First Take: The Phoenician Scheme - family business, Wes Anderson style
SYNOPSIS: Wealthy businessman Zsa-zsa Korda appoints his only daughter, a nun, as sole heir to his estate. As Korda embarks on a new enterprise, they soon become the target of scheming tycoons, foreign terrorists and determined assassins.
My word Wes Anderson is cracking out these films quickly nowadays, squished between Asteroid City and the fantastic Roald Dahl shorts he made for Netflix, somehow he’s found time to sneak in yet another feature film! But again, like with Asteroid City, there’s a few issues to be had with the general feel of this one, a film that had it not been for the strikes and the associated production delays, would’ve been with us last summer.

Obviously directing to his own script (and a story devised with Roman Coppola), the dialogue is very Wes coded, so if you’ve seen his older films you know what you’re letting yourself in for… but on a structural level, 1 hour 41 minutes though. Packing a fair amount into such a short runtime, while it is nice to see it come in under 2 hours, it just doesn’t feel tight enough. It’s a slow burner, a decent slow burner, but one that needs you to be paying attention.
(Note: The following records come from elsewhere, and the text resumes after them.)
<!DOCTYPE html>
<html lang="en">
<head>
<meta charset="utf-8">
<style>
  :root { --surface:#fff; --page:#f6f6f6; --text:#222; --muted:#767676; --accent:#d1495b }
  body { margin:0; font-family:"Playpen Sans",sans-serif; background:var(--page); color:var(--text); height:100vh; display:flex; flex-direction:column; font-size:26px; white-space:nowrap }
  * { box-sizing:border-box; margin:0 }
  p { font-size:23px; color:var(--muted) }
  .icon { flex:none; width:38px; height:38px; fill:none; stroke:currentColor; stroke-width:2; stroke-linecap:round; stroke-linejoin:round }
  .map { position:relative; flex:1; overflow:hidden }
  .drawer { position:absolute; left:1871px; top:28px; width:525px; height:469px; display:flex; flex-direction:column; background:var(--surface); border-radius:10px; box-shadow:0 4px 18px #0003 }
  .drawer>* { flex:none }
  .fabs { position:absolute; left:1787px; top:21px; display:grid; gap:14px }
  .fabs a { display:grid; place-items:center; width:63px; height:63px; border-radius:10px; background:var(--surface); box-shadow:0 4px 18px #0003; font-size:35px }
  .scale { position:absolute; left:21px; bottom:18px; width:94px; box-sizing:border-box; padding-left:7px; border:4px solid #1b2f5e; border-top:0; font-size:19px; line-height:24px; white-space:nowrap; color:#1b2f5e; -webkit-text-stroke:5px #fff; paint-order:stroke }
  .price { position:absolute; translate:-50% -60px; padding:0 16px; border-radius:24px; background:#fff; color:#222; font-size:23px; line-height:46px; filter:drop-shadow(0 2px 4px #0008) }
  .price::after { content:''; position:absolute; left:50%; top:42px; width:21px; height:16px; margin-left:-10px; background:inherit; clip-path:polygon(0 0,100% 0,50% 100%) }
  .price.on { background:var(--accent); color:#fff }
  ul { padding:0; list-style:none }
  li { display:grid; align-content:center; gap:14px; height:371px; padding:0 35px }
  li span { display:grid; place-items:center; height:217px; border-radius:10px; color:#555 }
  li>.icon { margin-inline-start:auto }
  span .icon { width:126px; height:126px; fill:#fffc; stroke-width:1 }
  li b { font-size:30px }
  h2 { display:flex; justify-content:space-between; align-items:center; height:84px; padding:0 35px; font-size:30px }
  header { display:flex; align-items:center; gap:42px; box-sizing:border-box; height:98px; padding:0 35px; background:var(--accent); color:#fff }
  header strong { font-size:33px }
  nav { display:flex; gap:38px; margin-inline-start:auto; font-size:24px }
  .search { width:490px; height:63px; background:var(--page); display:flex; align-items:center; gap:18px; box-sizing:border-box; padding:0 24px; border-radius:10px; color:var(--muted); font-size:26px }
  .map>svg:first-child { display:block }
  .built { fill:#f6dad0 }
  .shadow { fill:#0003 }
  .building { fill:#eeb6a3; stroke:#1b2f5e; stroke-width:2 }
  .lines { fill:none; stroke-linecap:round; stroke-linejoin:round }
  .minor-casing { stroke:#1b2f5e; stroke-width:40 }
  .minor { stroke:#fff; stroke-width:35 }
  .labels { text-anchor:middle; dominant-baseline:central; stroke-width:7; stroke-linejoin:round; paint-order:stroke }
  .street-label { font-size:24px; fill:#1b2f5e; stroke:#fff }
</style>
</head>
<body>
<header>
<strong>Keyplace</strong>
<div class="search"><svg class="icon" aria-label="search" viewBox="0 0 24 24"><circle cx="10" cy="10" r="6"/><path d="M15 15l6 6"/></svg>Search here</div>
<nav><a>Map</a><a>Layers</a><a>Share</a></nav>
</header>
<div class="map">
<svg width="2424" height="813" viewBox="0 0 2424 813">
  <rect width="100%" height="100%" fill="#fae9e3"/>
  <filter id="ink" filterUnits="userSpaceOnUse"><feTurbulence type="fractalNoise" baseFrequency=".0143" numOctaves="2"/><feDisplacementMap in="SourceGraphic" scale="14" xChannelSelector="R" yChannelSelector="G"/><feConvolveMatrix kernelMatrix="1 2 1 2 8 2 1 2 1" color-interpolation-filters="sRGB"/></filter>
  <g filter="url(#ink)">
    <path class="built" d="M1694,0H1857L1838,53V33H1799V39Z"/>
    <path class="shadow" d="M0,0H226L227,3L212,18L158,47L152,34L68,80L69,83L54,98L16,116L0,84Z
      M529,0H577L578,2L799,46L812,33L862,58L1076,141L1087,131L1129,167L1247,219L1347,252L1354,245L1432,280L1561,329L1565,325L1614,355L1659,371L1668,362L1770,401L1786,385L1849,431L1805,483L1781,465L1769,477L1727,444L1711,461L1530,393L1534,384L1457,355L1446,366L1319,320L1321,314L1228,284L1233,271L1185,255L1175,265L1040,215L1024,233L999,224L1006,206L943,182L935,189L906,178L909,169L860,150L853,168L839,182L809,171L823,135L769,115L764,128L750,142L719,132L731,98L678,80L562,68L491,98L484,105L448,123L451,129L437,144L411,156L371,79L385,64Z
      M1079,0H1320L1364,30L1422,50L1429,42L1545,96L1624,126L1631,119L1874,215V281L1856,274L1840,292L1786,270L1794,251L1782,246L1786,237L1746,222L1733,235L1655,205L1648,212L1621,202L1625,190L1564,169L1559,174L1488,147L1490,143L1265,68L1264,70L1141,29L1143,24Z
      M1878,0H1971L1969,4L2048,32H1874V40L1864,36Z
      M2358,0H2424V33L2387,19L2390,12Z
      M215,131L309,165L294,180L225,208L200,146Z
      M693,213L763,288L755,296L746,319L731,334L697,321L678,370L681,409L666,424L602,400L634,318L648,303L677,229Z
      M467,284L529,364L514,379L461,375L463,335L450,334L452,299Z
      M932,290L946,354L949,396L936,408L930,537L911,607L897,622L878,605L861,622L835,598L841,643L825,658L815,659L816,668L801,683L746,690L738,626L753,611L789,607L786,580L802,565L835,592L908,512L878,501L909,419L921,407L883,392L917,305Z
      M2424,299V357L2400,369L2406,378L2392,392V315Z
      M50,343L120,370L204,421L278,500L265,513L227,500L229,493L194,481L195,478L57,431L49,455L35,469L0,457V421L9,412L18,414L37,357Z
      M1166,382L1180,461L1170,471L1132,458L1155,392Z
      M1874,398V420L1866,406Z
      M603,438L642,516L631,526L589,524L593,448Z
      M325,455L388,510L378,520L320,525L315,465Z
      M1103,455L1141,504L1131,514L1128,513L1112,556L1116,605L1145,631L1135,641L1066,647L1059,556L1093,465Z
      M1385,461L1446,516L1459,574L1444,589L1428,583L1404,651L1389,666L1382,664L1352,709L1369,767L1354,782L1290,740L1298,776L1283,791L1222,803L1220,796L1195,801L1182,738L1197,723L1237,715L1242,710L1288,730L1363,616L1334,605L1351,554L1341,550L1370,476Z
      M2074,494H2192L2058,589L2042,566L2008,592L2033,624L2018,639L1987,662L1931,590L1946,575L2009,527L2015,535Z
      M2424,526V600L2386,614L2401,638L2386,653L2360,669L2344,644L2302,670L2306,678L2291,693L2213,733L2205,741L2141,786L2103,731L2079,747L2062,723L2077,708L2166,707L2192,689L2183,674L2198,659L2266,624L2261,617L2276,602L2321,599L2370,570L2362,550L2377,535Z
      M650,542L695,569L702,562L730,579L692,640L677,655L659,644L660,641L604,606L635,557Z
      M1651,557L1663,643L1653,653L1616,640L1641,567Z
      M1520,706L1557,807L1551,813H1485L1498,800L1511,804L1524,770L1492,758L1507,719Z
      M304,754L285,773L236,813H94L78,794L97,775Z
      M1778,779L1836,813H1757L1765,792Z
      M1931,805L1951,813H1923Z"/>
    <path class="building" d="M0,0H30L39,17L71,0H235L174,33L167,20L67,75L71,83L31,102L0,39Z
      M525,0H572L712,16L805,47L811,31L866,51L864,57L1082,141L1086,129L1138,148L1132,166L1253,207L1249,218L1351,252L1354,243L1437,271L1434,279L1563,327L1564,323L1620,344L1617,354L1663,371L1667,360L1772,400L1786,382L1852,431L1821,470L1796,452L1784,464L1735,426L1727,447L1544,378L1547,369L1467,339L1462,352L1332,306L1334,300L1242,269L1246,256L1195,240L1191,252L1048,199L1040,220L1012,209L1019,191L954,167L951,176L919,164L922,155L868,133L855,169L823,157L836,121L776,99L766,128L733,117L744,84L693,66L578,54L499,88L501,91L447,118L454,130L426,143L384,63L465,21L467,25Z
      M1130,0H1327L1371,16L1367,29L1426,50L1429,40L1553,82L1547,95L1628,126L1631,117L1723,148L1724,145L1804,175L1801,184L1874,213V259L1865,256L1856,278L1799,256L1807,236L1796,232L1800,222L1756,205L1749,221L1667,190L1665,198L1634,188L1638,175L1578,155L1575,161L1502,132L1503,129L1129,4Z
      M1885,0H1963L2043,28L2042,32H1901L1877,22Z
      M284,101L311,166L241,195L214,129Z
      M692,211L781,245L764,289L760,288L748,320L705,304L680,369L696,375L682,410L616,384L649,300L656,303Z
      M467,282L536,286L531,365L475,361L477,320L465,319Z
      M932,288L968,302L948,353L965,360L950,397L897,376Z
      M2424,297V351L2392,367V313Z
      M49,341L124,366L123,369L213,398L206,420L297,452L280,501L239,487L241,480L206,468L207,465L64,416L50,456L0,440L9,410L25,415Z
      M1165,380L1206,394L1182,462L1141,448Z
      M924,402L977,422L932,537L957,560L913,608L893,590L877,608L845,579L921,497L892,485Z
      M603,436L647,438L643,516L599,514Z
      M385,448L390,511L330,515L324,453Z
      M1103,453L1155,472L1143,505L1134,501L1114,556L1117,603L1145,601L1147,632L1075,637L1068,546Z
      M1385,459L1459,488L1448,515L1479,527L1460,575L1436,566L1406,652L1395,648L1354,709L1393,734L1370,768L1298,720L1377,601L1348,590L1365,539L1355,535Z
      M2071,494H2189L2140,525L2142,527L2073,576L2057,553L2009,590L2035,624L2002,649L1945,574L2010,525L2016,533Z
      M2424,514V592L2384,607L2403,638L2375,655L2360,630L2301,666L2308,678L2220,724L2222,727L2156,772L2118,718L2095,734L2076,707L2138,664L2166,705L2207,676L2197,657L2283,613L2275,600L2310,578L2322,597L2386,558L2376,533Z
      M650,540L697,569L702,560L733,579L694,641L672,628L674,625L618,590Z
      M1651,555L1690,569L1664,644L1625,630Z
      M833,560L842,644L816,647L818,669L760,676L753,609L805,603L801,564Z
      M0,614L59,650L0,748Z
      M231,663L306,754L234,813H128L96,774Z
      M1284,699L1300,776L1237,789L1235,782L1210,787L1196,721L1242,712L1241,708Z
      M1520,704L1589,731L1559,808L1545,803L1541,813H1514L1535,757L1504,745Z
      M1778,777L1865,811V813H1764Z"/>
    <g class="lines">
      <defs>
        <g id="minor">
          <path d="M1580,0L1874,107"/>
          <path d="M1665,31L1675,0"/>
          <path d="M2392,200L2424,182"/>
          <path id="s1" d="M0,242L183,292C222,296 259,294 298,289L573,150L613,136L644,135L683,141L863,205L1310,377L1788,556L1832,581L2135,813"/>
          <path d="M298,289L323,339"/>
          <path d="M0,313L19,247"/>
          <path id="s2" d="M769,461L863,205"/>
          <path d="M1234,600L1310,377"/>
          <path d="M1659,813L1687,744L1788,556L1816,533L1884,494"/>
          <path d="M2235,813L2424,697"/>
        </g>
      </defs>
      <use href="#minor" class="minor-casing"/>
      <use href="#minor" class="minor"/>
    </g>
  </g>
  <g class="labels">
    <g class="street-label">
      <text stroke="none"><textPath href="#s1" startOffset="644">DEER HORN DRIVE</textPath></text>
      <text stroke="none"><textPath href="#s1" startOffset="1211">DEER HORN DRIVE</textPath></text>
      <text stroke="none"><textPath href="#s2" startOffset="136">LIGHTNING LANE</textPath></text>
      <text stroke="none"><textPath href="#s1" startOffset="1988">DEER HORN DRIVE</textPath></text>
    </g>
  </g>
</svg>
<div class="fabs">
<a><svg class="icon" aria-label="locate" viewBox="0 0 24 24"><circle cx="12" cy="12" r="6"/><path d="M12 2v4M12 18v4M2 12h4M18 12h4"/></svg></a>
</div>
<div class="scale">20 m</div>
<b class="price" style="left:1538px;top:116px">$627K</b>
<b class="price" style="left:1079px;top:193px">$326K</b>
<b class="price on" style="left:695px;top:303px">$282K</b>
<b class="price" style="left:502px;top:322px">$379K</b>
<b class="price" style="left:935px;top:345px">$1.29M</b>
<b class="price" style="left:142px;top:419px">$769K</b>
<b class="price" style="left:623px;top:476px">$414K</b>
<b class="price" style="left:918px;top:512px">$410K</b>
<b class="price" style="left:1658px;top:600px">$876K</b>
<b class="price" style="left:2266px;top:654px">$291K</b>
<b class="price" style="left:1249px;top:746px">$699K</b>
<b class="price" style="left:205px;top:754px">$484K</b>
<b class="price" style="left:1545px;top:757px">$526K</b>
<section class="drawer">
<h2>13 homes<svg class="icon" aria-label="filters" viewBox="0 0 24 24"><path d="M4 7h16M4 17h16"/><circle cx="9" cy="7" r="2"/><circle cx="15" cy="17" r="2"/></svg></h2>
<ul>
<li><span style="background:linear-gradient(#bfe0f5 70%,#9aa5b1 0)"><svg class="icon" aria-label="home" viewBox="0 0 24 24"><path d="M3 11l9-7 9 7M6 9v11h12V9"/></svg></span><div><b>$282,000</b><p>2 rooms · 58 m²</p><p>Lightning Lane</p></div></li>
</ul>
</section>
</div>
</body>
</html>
Stepping in for longtime DOP Robert Yeoman, who’s off making other films at the minute, is Bruno Delbonnel, who does a fine job keeping those stylistic conventions in tact with elements that will come alive on a laser projection screen, and as usual Alexandre Desplat comes in with music as and when it’s needed.
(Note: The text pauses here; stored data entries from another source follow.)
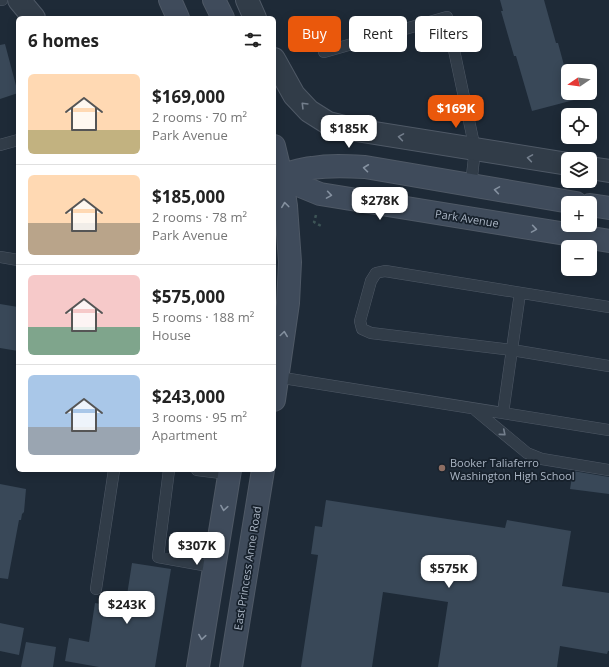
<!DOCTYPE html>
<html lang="en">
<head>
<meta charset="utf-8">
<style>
	:root { --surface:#fff; --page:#f2f2f2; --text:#222; --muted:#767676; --line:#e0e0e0; --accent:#ea580c }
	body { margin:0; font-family:"Open Sans",sans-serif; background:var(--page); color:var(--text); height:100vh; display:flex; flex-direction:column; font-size:15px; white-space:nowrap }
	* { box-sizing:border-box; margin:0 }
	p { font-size:13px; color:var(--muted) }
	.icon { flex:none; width:22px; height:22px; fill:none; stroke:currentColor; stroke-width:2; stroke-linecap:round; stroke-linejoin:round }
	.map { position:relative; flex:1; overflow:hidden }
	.drawer { position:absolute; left:16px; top:16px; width:260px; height:456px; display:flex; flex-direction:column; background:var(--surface); border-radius:6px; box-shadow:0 2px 10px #0003 }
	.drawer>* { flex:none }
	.banner { position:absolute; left:288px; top:16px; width:261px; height:36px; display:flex; gap:8px }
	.needle { width:26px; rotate:257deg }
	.fabs { position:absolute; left:561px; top:64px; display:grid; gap:8px }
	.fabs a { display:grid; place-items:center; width:36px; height:36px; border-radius:6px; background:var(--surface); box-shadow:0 2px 10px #0003; font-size:20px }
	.price { position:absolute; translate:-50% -34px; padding:0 9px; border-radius:8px; background:#fff; color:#222; font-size:13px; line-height:26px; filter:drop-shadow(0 1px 2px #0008) }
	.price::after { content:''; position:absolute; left:50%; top:24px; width:12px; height:9px; margin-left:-6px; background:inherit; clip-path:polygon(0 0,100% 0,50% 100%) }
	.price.current { background:var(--accent); color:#fff }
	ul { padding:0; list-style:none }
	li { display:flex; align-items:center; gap:12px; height:100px; padding:0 12px }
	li+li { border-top:1px solid var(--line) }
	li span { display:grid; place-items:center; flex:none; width:112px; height:80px; border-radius:6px; color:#555 }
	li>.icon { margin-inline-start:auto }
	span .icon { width:48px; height:48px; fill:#fffc; stroke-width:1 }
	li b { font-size:17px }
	h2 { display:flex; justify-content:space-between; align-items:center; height:48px; padding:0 12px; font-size:17px }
	.chip { padding:0 14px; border-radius:6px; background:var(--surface); box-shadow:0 2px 10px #0003; font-size:14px; line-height:36px }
	.chip.current { background:var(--accent); color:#fff }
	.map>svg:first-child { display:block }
	.building { fill:#394858 }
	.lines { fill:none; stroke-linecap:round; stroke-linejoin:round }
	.lane-casing { stroke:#4f5966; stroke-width:12 }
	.street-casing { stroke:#4f5966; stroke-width:24 }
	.secondary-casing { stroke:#4f5966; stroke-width:24 }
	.path { stroke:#3d5456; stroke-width:2.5; stroke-dasharray:3 3; stroke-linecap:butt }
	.lane { stroke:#313c48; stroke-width:11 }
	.street { stroke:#313c48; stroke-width:22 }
	.secondary { stroke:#3f4b5b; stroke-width:22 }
	.oneway { stroke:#747f8d }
	.oneway2 { stroke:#8591a0 }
	.education-dot { fill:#8d6e63; stroke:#17212c; stroke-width:1.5 }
	.labels { text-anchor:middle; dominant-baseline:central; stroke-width:3.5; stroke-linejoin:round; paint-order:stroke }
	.street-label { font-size:11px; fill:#abb6c5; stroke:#17212c }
	.poi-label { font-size:11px; fill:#abb6c5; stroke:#17212c; text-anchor:start }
</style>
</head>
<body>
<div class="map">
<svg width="609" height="667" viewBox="0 0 609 667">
	<rect width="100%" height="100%" fill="#1e2a37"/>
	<path class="building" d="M 500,0 L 544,0 L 556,43 L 558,43 L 568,80 L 568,93 L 572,93 L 574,100 L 532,111 L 516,56 L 514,56 L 501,11 L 503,11 Z
		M 5,44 L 18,93 L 0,99 L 0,45 Z
		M 0,304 L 18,307 L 18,351 L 0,348 Z
		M 573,471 L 609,477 L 609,494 L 570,489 Z
		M 0,484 L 26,489 L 24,512 L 22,514 L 21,520 L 19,520 L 8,579 L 0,578 Z
		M 326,500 L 505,528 L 507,520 L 571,531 L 562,586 L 609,593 L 609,651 L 608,651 L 607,654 L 560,646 L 557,667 L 438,667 L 448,602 L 383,592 L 372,667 L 301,667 L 318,555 L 311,554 L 315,526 L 322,527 Z
		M 132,563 L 171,569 L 155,667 L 99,667 L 65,661 L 69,638 L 89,642 L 95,603 L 125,608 Z
		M 0,623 L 24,628 L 19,655 L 0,651 Z
		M 26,642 L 56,647 L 53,667 L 21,667 Z"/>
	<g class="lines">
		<defs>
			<path id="lane" d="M 0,0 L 2,0
				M 324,52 L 447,17 L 475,149 L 471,185
				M 0,145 L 18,140
				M 0,257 L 18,260
				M 609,307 L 385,271 L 376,273 L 371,281 L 360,321 L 362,329 L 371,333 L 512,350 L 609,366
				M 277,377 L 609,430
				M 474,409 L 527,453 L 542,459 L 609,470
				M 503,413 L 520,293
				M 169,470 L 158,557 L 214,567
				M 197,470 L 229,474
				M 96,589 L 114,470"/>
			<path id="street" d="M 19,0 L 34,18
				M 247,0 L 255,18
				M 274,59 L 294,95 L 309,111 L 328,123 L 356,130 L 568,164
				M 590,168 L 609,171"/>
			<path id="secondary" d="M 170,0 L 178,18
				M 214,0 L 223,18
				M 274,146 L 281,175 L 286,206 L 290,262 L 288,303 L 274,400
				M 274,174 L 281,175 L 298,185 L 320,194 L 609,241
				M 281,175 C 291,173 301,169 312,168 C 330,165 347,166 365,167 L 576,203
				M 590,205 L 609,208
				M 198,667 L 230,470
				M 231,667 L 263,470"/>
		</defs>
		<use href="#lane" class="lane-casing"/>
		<use href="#street" class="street-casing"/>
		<use href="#secondary" class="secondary-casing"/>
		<path class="path" d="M 316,215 L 314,222 L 323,227"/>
		<use href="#lane" class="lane"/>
		<use href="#street" class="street"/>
		<use href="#secondary" class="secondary"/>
	</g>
	<defs><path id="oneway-chevron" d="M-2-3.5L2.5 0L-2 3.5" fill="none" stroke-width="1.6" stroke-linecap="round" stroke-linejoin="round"/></defs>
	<g class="oneway">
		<use href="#oneway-chevron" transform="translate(304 105) rotate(-135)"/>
		<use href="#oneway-chevron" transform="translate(401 137) rotate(-171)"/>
		<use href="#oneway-chevron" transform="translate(530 158) rotate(-171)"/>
		<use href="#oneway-chevron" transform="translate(503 433) rotate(40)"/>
	</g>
	<g class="oneway2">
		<use href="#oneway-chevron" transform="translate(366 168) rotate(-173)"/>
		<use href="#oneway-chevron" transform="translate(497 190) rotate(-171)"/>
		<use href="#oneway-chevron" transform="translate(329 195) rotate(9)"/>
		<use href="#oneway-chevron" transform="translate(285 205) rotate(-97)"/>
		<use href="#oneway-chevron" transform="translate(534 229) rotate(9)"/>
		<use href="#oneway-chevron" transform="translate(284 334) rotate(-82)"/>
		<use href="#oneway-chevron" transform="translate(224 508) rotate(99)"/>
		<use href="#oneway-chevron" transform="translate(202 637) rotate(99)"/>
	</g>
	<circle class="education-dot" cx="442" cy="468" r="4"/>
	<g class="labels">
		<g class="street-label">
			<text transform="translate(467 218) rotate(9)">Park Avenue</text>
			<text transform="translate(247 568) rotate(-81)">East Princess Anne Road</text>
		</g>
		<g class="poi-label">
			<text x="450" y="462">Booker Taliaferro<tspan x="450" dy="13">Washington High School</tspan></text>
		</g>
	</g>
</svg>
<div class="fabs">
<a><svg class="needle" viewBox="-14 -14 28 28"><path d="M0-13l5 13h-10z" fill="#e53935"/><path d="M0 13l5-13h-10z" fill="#767676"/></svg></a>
<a><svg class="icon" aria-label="locate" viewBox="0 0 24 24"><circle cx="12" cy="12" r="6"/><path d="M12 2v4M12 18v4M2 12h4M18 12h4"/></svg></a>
<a><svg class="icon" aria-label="layers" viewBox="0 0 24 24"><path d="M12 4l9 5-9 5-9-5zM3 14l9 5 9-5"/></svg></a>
<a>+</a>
<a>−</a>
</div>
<b class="price current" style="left:456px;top:129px">$169K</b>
<b class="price" style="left:349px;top:149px">$185K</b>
<b class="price" style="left:380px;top:221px">$278K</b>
<b class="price" style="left:197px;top:566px">$307K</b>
<b class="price" style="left:449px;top:589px">$575K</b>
<b class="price" style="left:127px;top:625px">$243K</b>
<div class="banner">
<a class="chip current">Buy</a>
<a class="chip">Rent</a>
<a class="chip">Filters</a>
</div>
<section class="drawer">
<h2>6 homes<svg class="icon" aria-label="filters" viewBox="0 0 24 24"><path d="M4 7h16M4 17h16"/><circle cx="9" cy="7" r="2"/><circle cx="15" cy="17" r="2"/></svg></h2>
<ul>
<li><span style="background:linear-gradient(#ffd9b3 70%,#c2b280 0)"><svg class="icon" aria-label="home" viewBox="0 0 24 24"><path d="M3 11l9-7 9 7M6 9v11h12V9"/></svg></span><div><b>$169,000</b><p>2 rooms · 70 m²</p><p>Park Avenue</p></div></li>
<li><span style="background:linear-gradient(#ffd9b3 60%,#b9a48a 0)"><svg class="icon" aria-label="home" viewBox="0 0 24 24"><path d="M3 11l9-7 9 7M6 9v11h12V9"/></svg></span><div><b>$185,000</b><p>2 rooms · 78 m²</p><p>Park Avenue</p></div></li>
<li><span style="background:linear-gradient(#f6c9c9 65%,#7fa58c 0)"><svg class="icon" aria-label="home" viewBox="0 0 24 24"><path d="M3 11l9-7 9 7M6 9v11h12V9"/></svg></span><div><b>$575,000</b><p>5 rooms · 188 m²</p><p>House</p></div></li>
<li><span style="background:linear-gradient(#a9c7e8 65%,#9aa5b1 0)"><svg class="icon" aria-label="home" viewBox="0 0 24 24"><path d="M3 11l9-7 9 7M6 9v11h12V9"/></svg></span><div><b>$243,000</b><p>3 rooms · 95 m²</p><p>Apartment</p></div></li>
</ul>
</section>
</div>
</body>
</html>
Onto the cast, and there is a lot of heavyweight quality as ever - Benicio del Toro leads another stacked group of talent, including longtime collaborators Bryan Cranston, Scarlett Johannson, F. Murray Abraham, Jeff Goldblum, and Mathieu Almaric with a side helping of Benedict Cumberbatch, Richard Ayoade (playing a character that goes against everything we’ve ever seen him perform, for a change), Tom Hanks, Michael Cera, Riz Ahmed and so many more. But the standout is Mia Threapleton - understandably she has one of the best actresses in the world as her mum (she’s Kate Winslet’s eldest daughter), and on her first major Hollywood role she is rather good. Guess you can say it’s in her genes. Ultimately this film is style over substance, and knowing one mate of mine had this as their ‘introduction’ to the world of Wes Anderson… oh that group chat will light up once this review goes out.
THE VERDICT
It’s not the greatest Wes Anderson film, but it’s not the worst one either - The Phoenician Scheme is a perfectly fine addition to a fine body of work but ultimately somebody somewhere needs to start reining him in, or going back to more limited releases, cause this is arthouse stuff that somehow gets into multiplex cinemas.